_Task to carry out:_
In the records below, find each line with the word "Elevation" and copy it.

_Records for the task:_
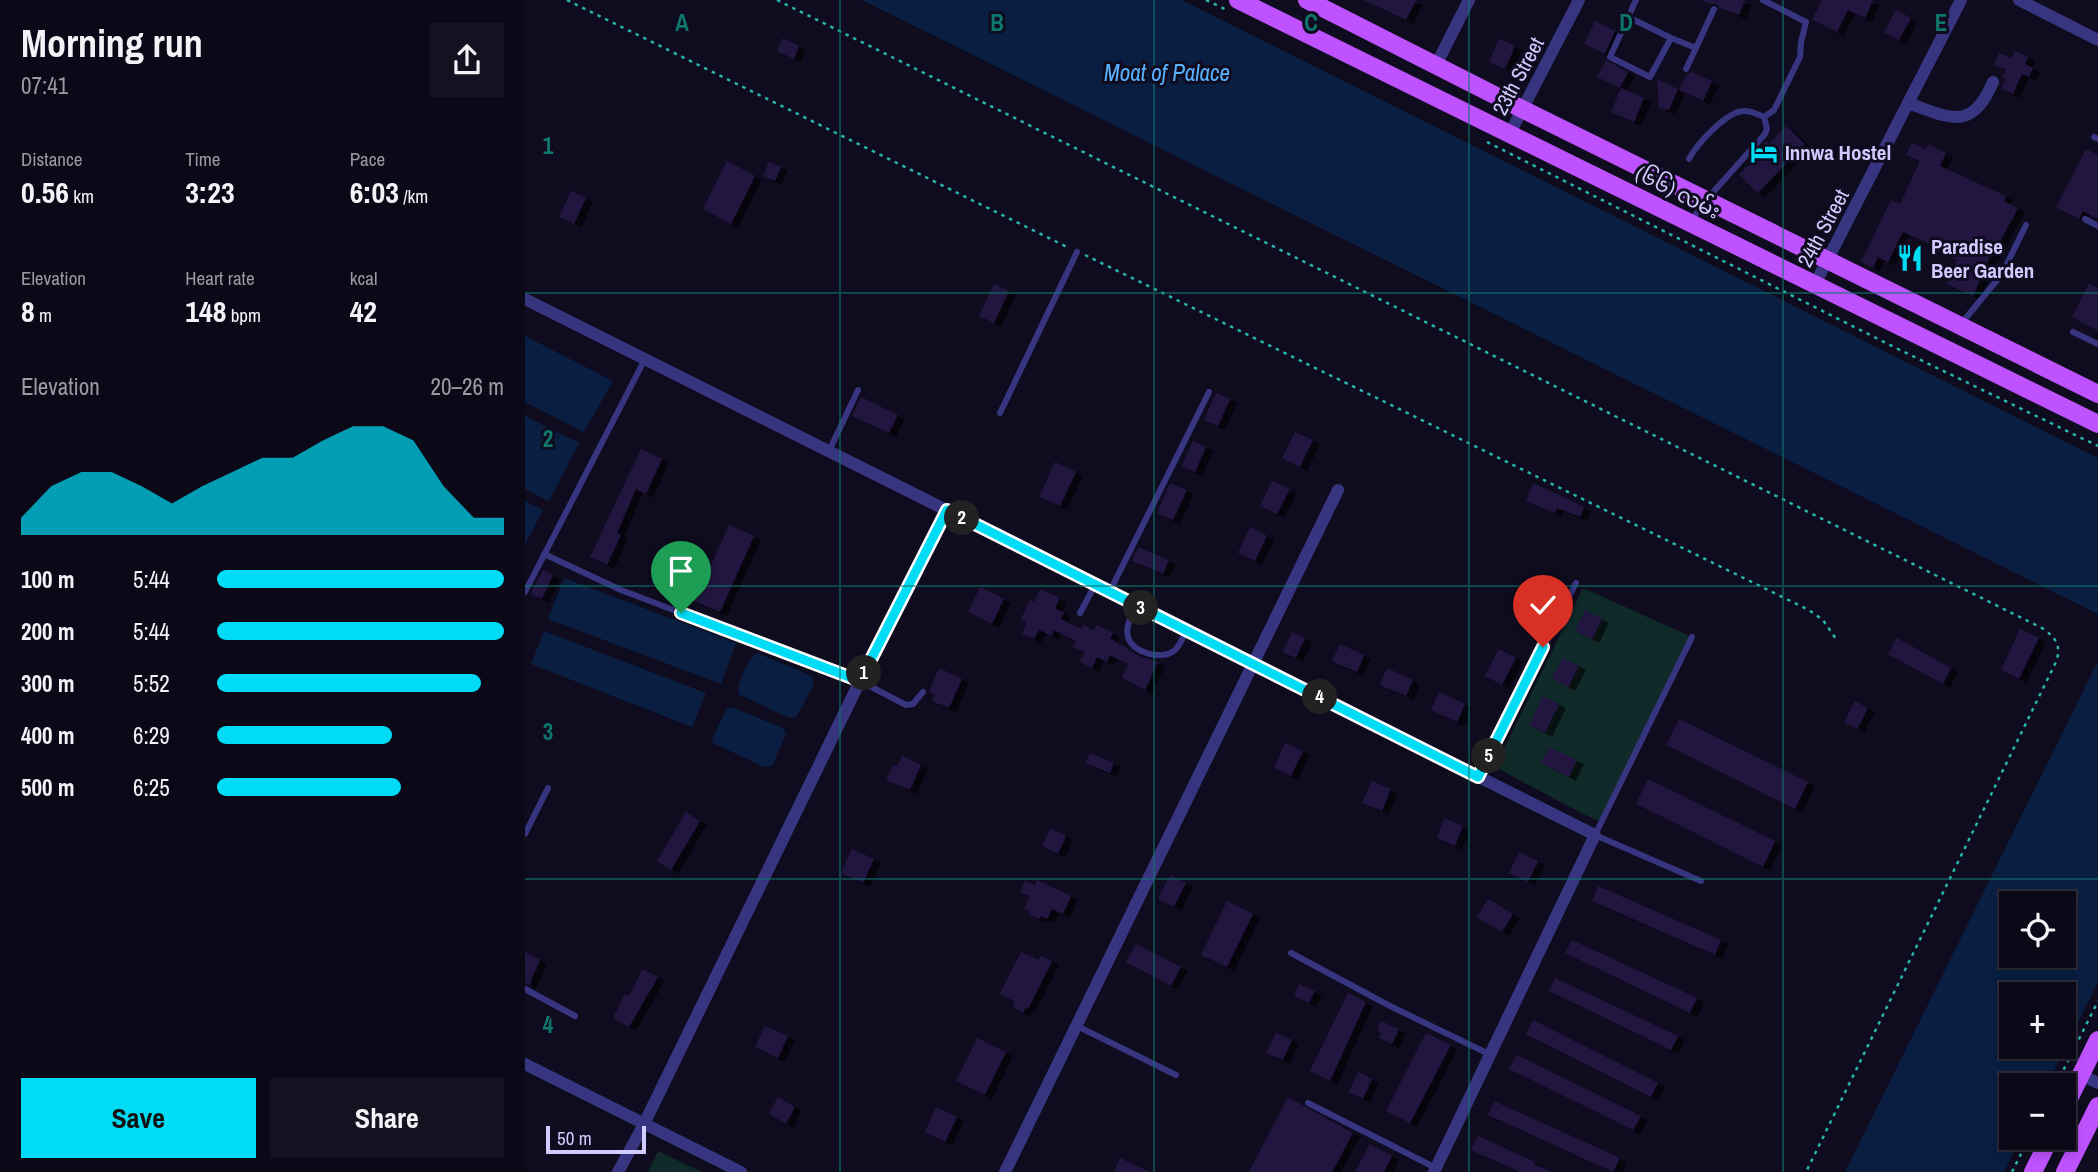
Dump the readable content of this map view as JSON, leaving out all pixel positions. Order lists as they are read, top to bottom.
{
  "streets": {
    "main road": ["(၆၆) လမ်း"],
    "street": ["23th Street", "24th Street"]
  },
  "crossings": [
    ["23th Street", "(၆၆) လမ်း"],
    ["(၆၆) လမ်း", "24th Street"]
  ],
  "water": ["Moat of Palace"],
  "places": {
    "hotel": ["Innwa Hostel"],
    "restaurant": ["Paradise Beer Garden"]
  },
  "scale_bar": "50 m",
  "page": {
    "heading": ["Morning run", "07:41"],
    "stats": [
      ["Distance", "0.56 km"],
      ["Time", "3:23"],
      ["Pace", "6:03 /km"],
      ["Elevation", "8 m"],
      ["Heart rate", "148 bpm"],
      ["kcal", "42"]
    ],
    "chart": ["Elevation", "20–26 m"],
    "pins": [
      "2",
      "3",
      "1",
      "4",
      "5"
    ],
    "list": [
      {
        "name": "100 m",
        "note": "5:44"
      },
      {
        "name": "200 m",
        "note": "5:44"
      },
      {
        "name": "300 m",
        "note": "5:52"
      },
      {
        "name": "400 m",
        "note": "6:29"
      },
      {
        "name": "500 m",
        "note": "6:25"
      }
    ],
    "map_buttons": ["+", "−"],
    "buttons": ["Save", "Share"],
    "scale": "50 m"
  },
  "grid": {
    "columns": [
      "A",
      "B",
      "C",
      "D",
      "E"
    ],
    "rows": [
      "1",
      "2",
      "3",
      "4"
    ]
  }
}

_Task result:_
      ["Elevation", "8 m"],
    "chart": ["Elevation", "20–26 m"],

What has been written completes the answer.